Myopie, hypermétropie, astigmatisme, presbytie, les troubles visuels gagnent du terrain. Une situation préoccupante, marquée notamment par le temps d’écran, le manque de spécialistes et le recours aux lunettes vendues dans la rue.
La santé visuelle devient un véritable enjeu de santé publique au Sénégal. Les chiffres avancés par Mariétou Gueye, chargée de marketing et Relations presse à Lapaire, donnent la mesure du phénomène. La prévalence de plusieurs troubles de la vision y serait nettement supérieure aux moyennes africaines. L’hypermétropie touche ainsi 30,6 % de la population, contre 12,5 % en moyenne en Afrique. L’astigmatisme atteint 36,9 %, contre 11 % sur le continent.

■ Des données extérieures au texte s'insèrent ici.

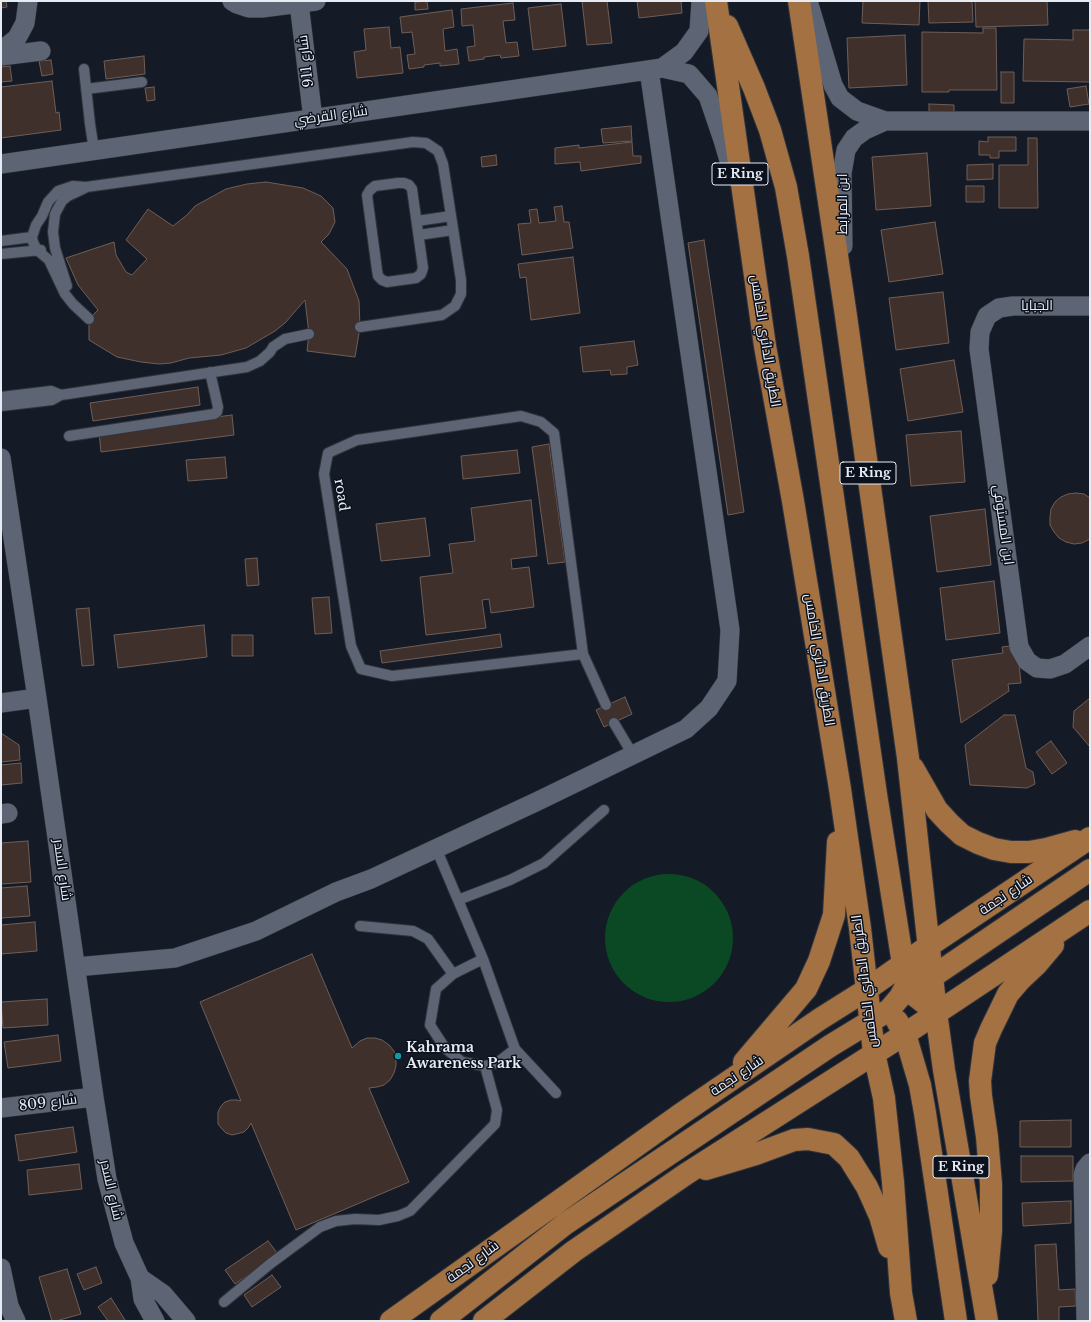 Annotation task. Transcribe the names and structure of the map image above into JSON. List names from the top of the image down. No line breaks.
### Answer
{"streets":{"main road":["E Ring","الطريق الدائري الخامس","شارع نجمة"],"street":["شارع 911","شارع القرضي","ابن المرابط","الجبايا","ابن المستوفي","شارع السدر","شارع 809"],"lane":["road"]},"crossings":[["شارع 911","شارع القرضي"],["شارع القرضي","الطريق الدائري الخامس"],["E Ring","ابن المرابط"],["E Ring","شارع نجمة"],["الجبايا","ابن المستوفي"],["الطريق الدائري الخامس","شارع نجمة"],["شارع السدر","شارع 809"]],"places":["Kahrama Awareness Park"]} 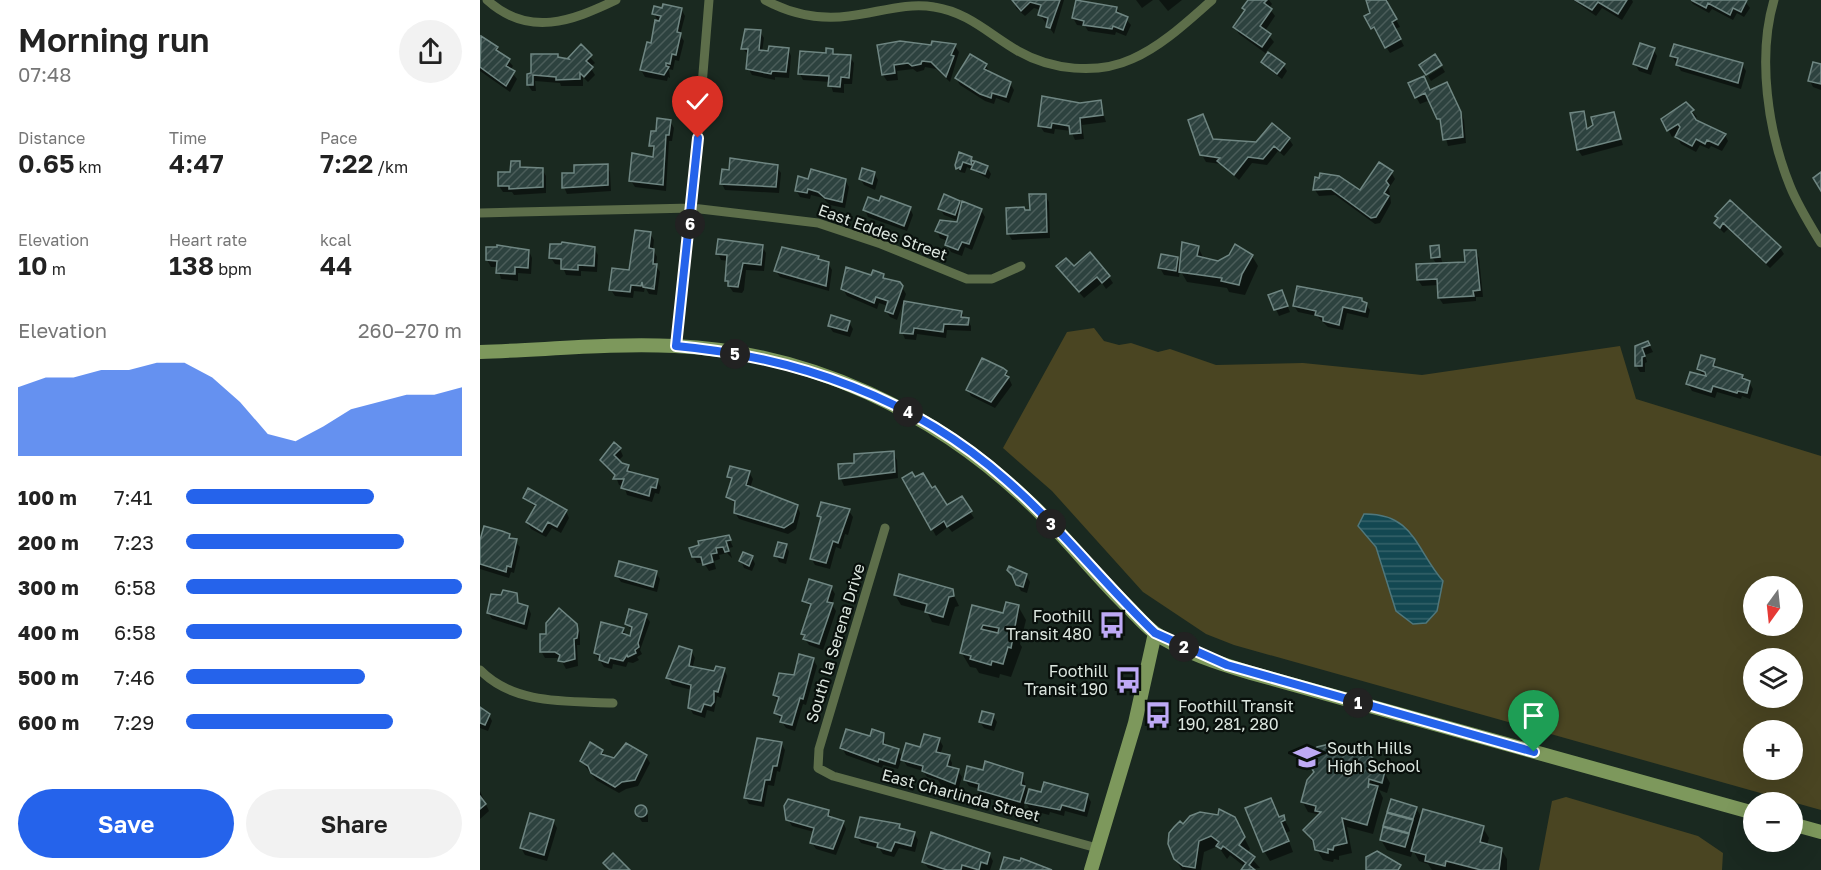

Quant à la myopie, elle concerne 26,7 % des Sénégalais, contre une moyenne africaine de 21 %. Parmi les troubles les plus répandus, la presbytie occupe une place importante. Selon Mariétou Gueye, 41,9 % des Sénégalais seraient concernés, contre 23,8 % en moyenne en Afrique. Liée au vieillissement naturel de l’œil, elle apparaît généralement autour de 40 ans et entraîne notamment des difficultés à voir de près. Mais la mauvaise vision n’est plus l’apanage des personnes âgées. Les enfants et les jeunes (entre 18 et 29 ans) sont désormais de plus en plus concernés, soit 25 % des patients. Une évolution que l’intervenante relie notamment à l’omniprésence des écrans dans les milieux urbains. Le poison silencieux des écrans Téléphones portables, tablettes, ordinateurs et autres écrans occupent une place croissante dans le quotidien des Sénégalais. Or, déplore Mariétou Gueye, la culture de la limitation du temps d’écran reste encore insuffisamment ancrée dans les habitudes. Cette exposition prolongée constitue un facteur préoccupant pour la santé visuelle, particulièrement chez les jeunes. D’où la nécessité de développer des réflexes de prévention et de consultation régulière, plutôt que d’attendre une dégradation importante de la vue.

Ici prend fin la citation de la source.